The Model Zoo

Four chips. Up to 560 Tensix compute cores available at once. The question isn’t whether the hardware can handle real models — it’s which ones, at what scale, and how to get them here.

What’s Supported

The QB2 supports a focused set of model families, optimized for Blackhole silicon. These aren’t compatibility hacks — they’re models with hand-tuned TTNN kernels for the Blackhole architecture, validated for throughput and output quality.

Model Family Variants Chips Required Disk Space
Qwen3 0.6B, 8B, 14B 1 (0.6B/8B), 2-4 (14B) 1.5 GB / ~16 GB / 28 GB
Llama 3.1 8B-Instruct 1 ~16 GB
Llama 3.1 70B-Instruct 4 ~140 GB
Mistral 7B-Instruct 1 ~14 GB

The model zoo lesson in tt-vscode-toolkit covers this in interactive depth, with live benchmarks you can run against your own QB2: tt-vscode-toolkit lessons →

Picking a Starting Point

Qwen3-0.6B is the fastest way to confirm the stack is working. It downloads in seconds, loads in under a minute, and produces real answers. For evaluation, prototyping, and smoke-testing your setup, this is the right choice. Think of it as the “hello world” of this hardware.

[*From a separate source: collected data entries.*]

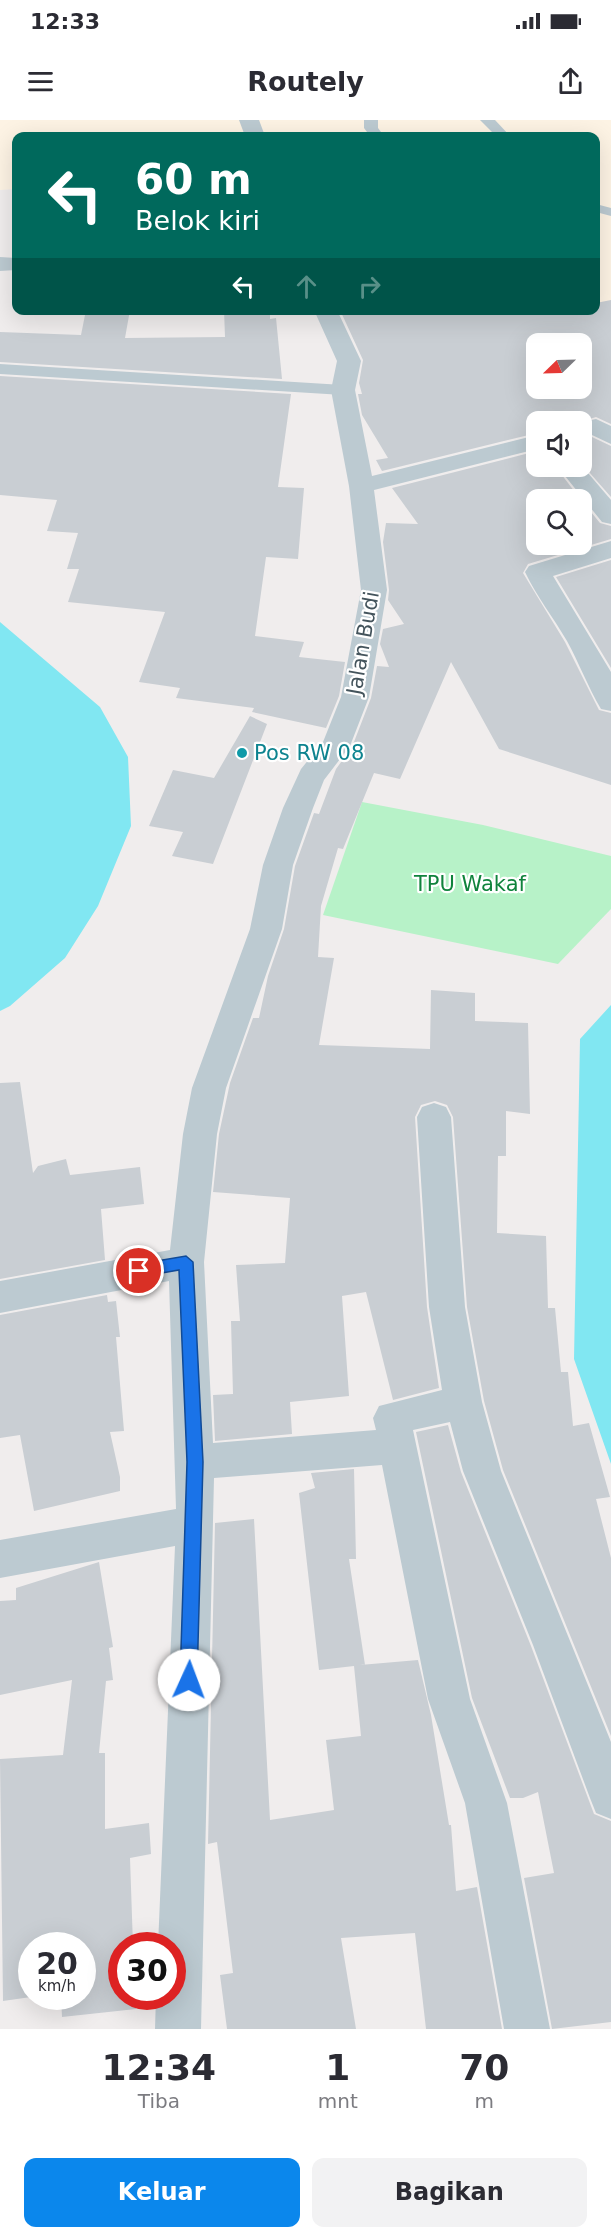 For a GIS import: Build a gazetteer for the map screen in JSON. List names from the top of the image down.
{
  "streets": {
    "street": ["Jalan Budi"]
  },
  "parks": ["TPU Wakaf"],
  "places": ["Pos RW 08"],
  "north": "bottom left",
  "page": {
    "status": "12:33",
    "header": "Routely",
    "turn": ["60 m", "Belok kiri"],
    "speed": "20 km/h",
    "limit": "30",
    "eta": [
      "12:34",
      "Tiba",
      "1",
      "mnt",
      "70",
      "m"
    ],
    "buttons": ["Keluar", "Bagikan"]
  }
} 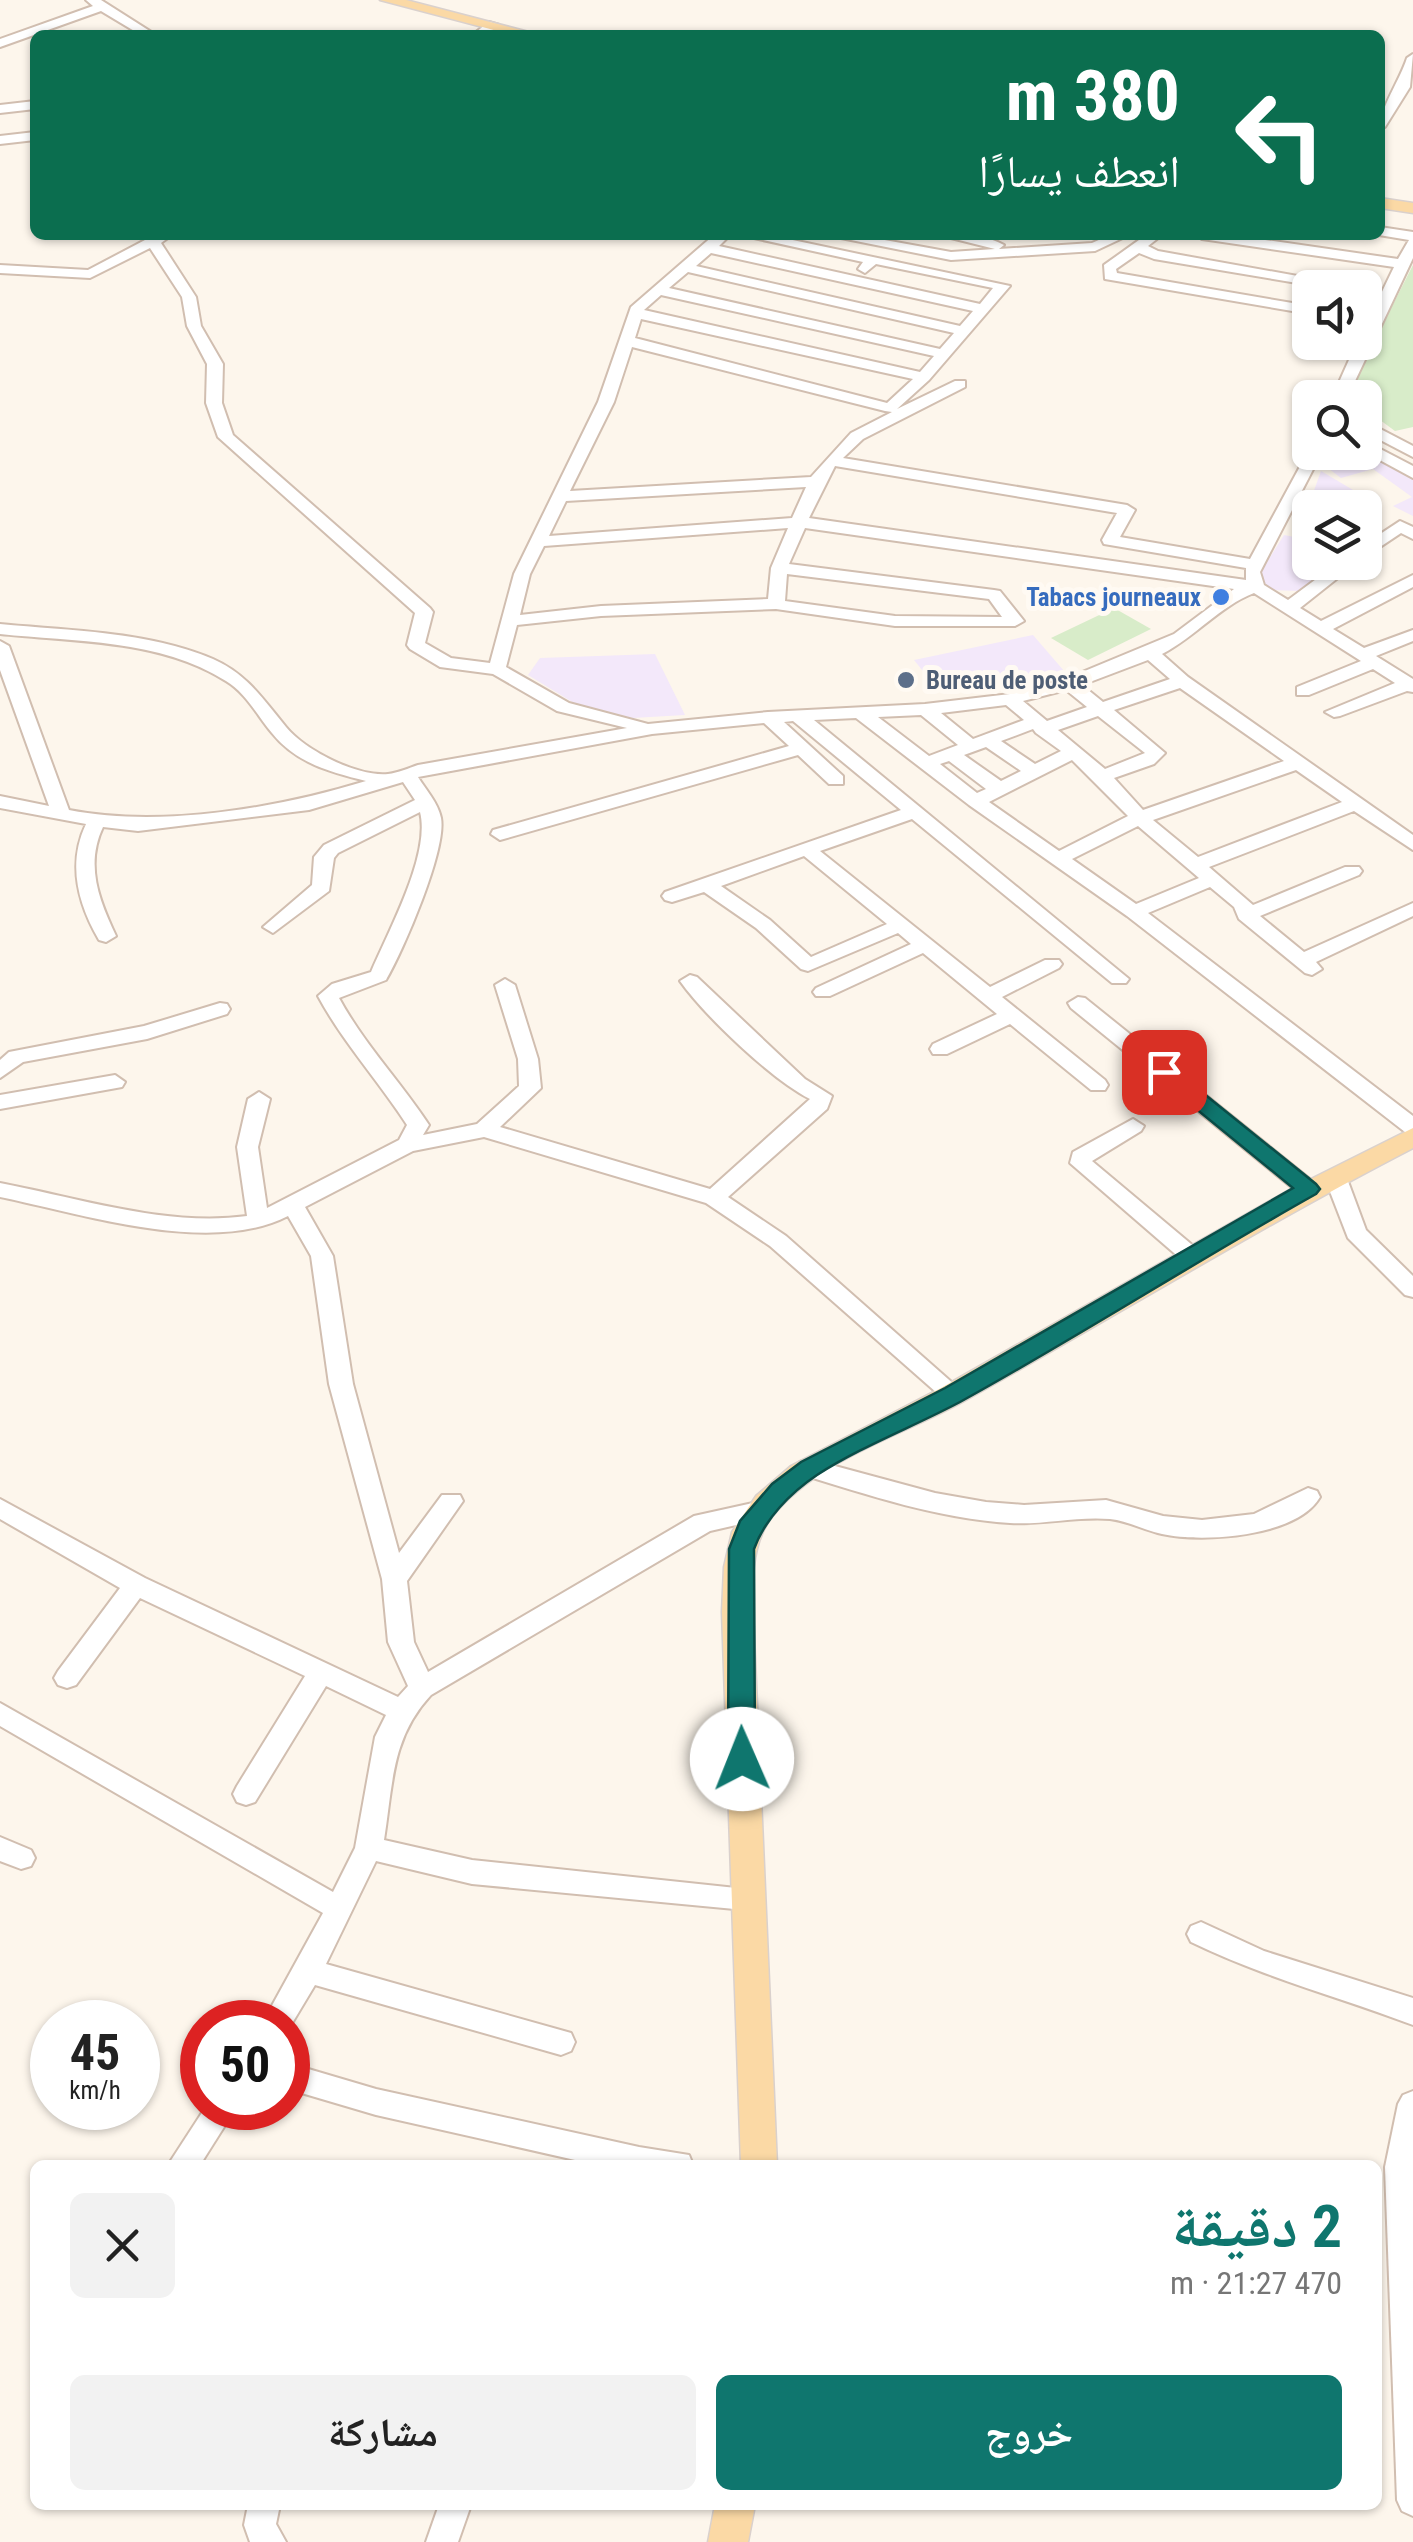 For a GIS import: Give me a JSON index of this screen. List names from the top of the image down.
{
  "places": ["Tabacs journeaux", "Bureau de poste"],
  "page": {
    "turn": ["380 m", "انعطف يسارًا"],
    "speed": "45 km/h",
    "limit": "50",
    "heading": ["2 دقيقة", "470 m · 21:27"],
    "buttons": ["خروج", "مشاركة"]
  }
}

Llama-3.1-8B-Instruct is where you start if you need production-quality output on a single chip. Strong reasoning, strong instruction-following, 128K context. The model most people actually use for serious work on a single Blackhole.

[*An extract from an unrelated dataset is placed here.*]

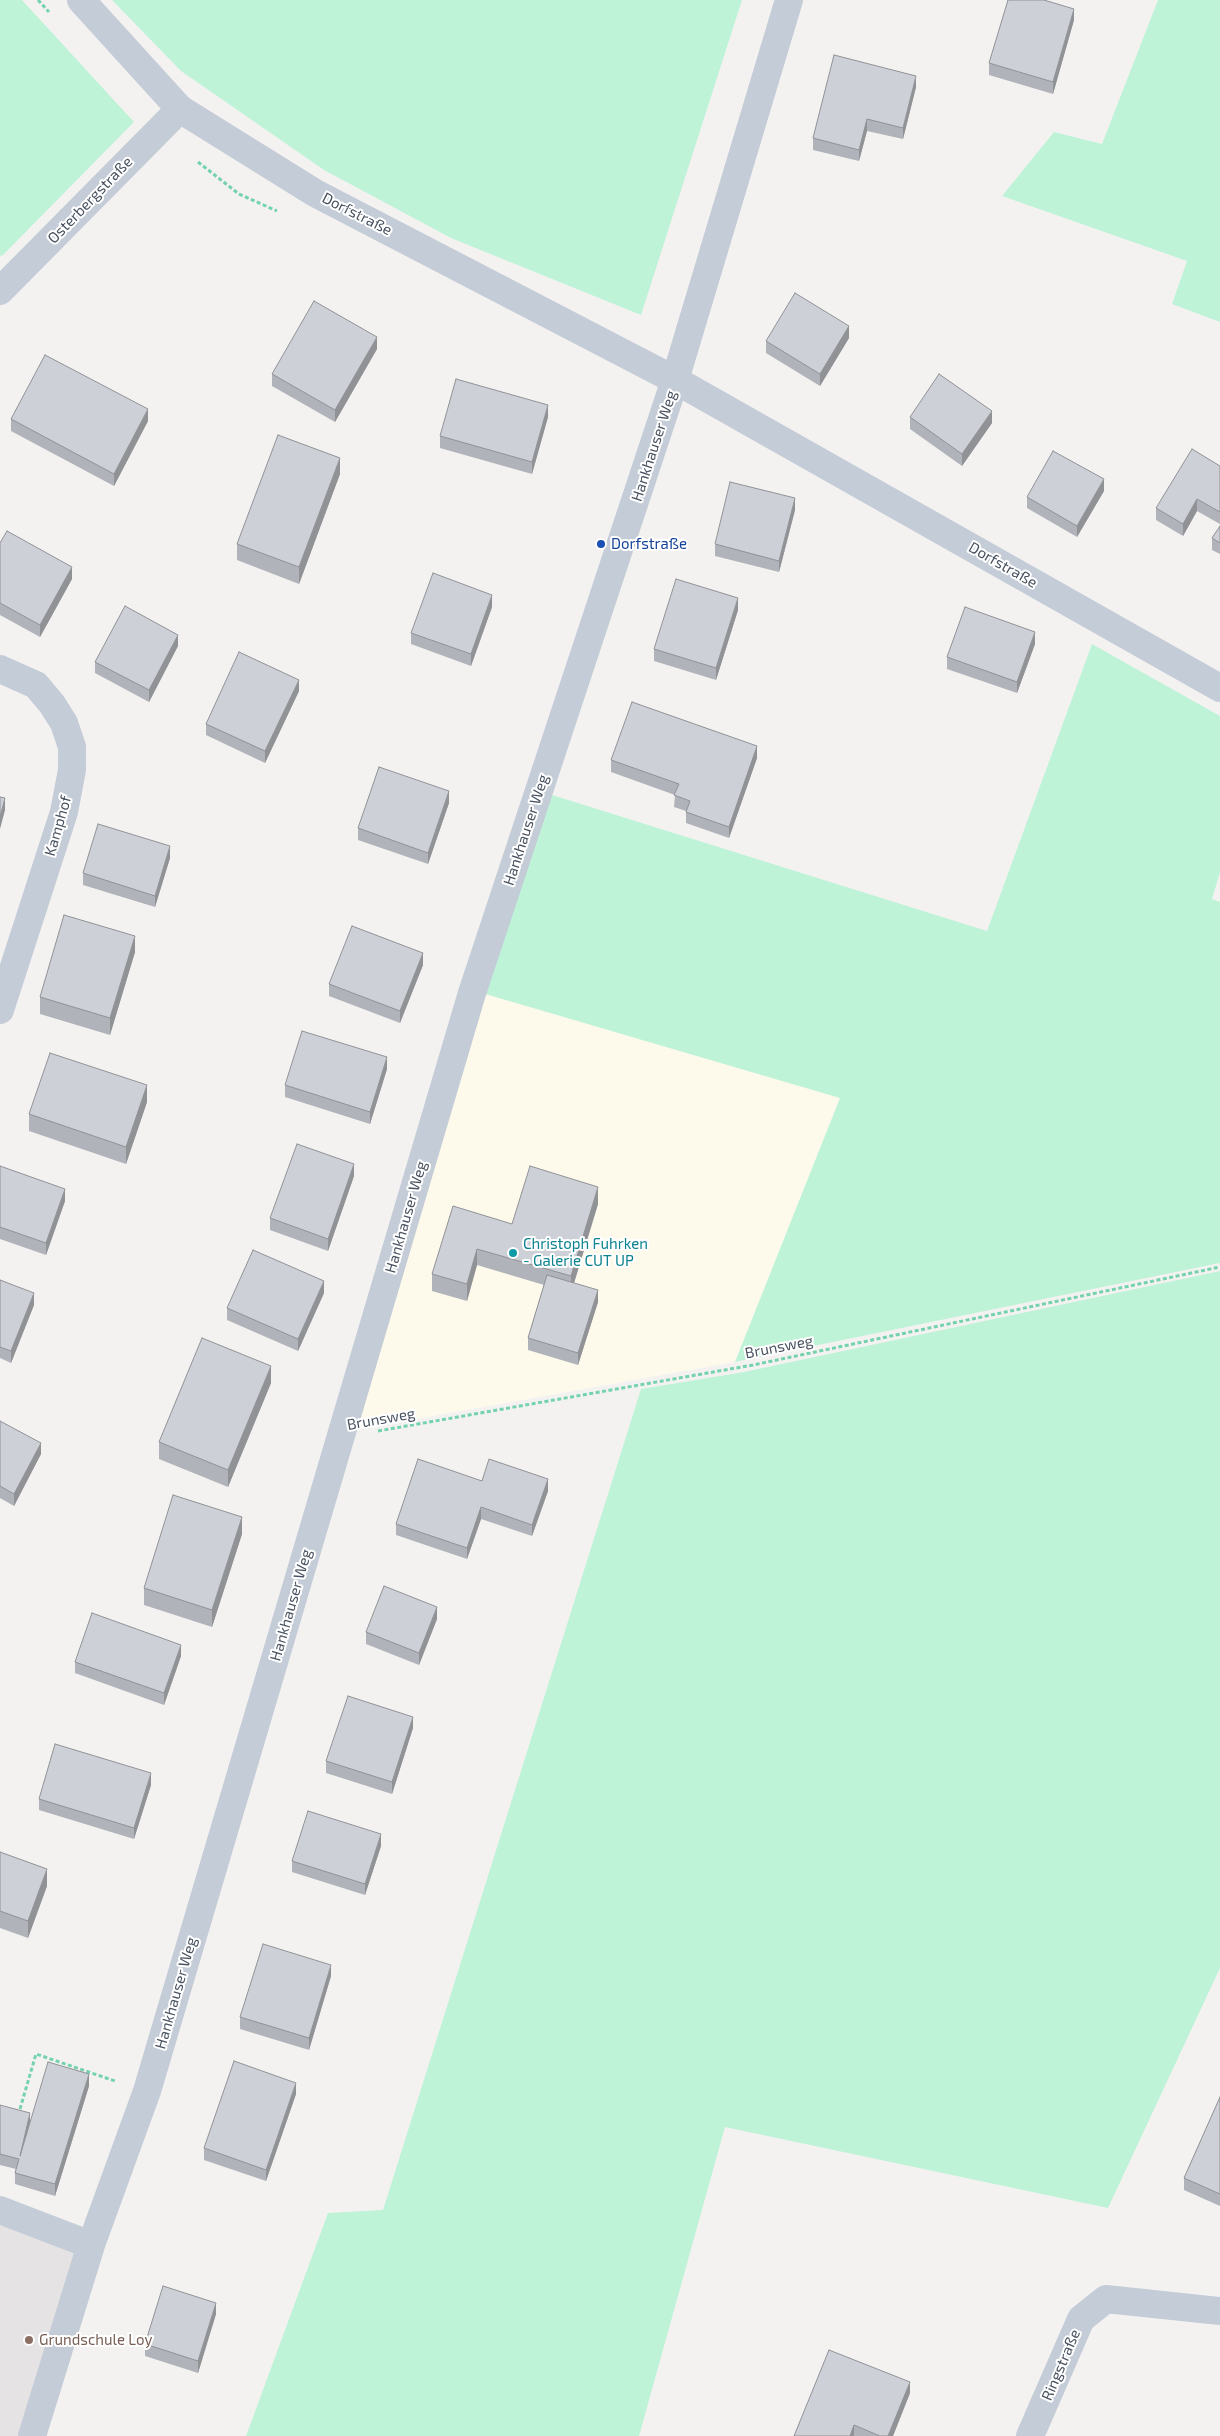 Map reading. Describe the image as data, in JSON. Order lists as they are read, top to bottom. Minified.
{"streets":{"street":["Osterbergstraße","Dorfstraße","Hankhauser Weg","Kamphof","Ringstraße"],"path":["Brunsweg"]},"crossings":[["Osterbergstraße","Dorfstraße"],["Dorfstraße","Hankhauser Weg"],["Hankhauser Weg","Brunsweg"]],"places":["Dorfstraße","Christoph Fuhrken - Galerie CUT UP","Grundschule Loy"]}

Qwen3-8B is a strong alternative in the same size class as Llama-3.1-8B. Use it if your workload benefits from Qwen’s architectural choices, or to compare against the 0.6B for quality/speed tradeoffs.

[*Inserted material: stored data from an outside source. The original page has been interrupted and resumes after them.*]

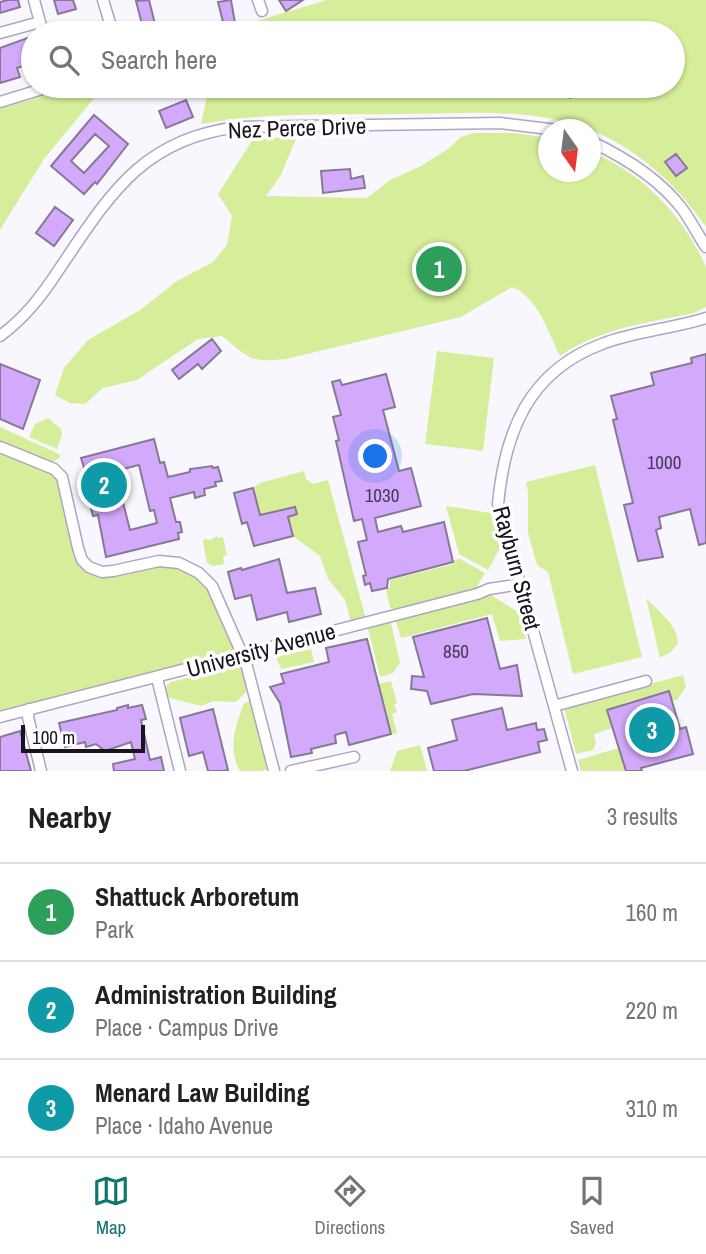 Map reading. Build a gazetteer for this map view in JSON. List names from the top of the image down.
{
  "streets": {
    "street": ["Nez Perce Drive", "Rayburn Street", "University Avenue"]
  },
  "crossings": [
    ["Rayburn Street", "University Avenue"]
  ],
  "house_numbers": ["1000", "1030", "850"],
  "scale_bar": "100 m",
  "north": "bottom",
  "page": {
    "search": "Search here",
    "pins": ["1", "2", "3"],
    "scale": "100 m",
    "heading": ["Nearby", "3 results"],
    "list": [
      {
        "mark": "1",
        "name": "Shattuck Arboretum",
        "note": "Park",
        "value": "160 m"
      },
      {
        "mark": "2",
        "name": "Administration Building",
        "note": "Place · Campus Drive",
        "value": "220 m"
      },
      {
        "mark": "3",
        "name": "Menard Law Building",
        "note": "Place · Idaho Avenue",
        "value": "310 m"
      }
    ],
    "nav": ["Map", "Directions", "Saved"]
  }
}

Llama-3.1-70B-Instruct requires all four chips and 140 GB of storage. It’s the top-of-rack option for workloads where quality is the priority. Inference speed is lower than the 8B, but the output quality difference is real on complex tasks.

Downloading Models

The hf CLI is pre-installed. Use it — not huggingface-cli, not Python API calls. The hf command is faster and handles partial downloads and resumption correctly.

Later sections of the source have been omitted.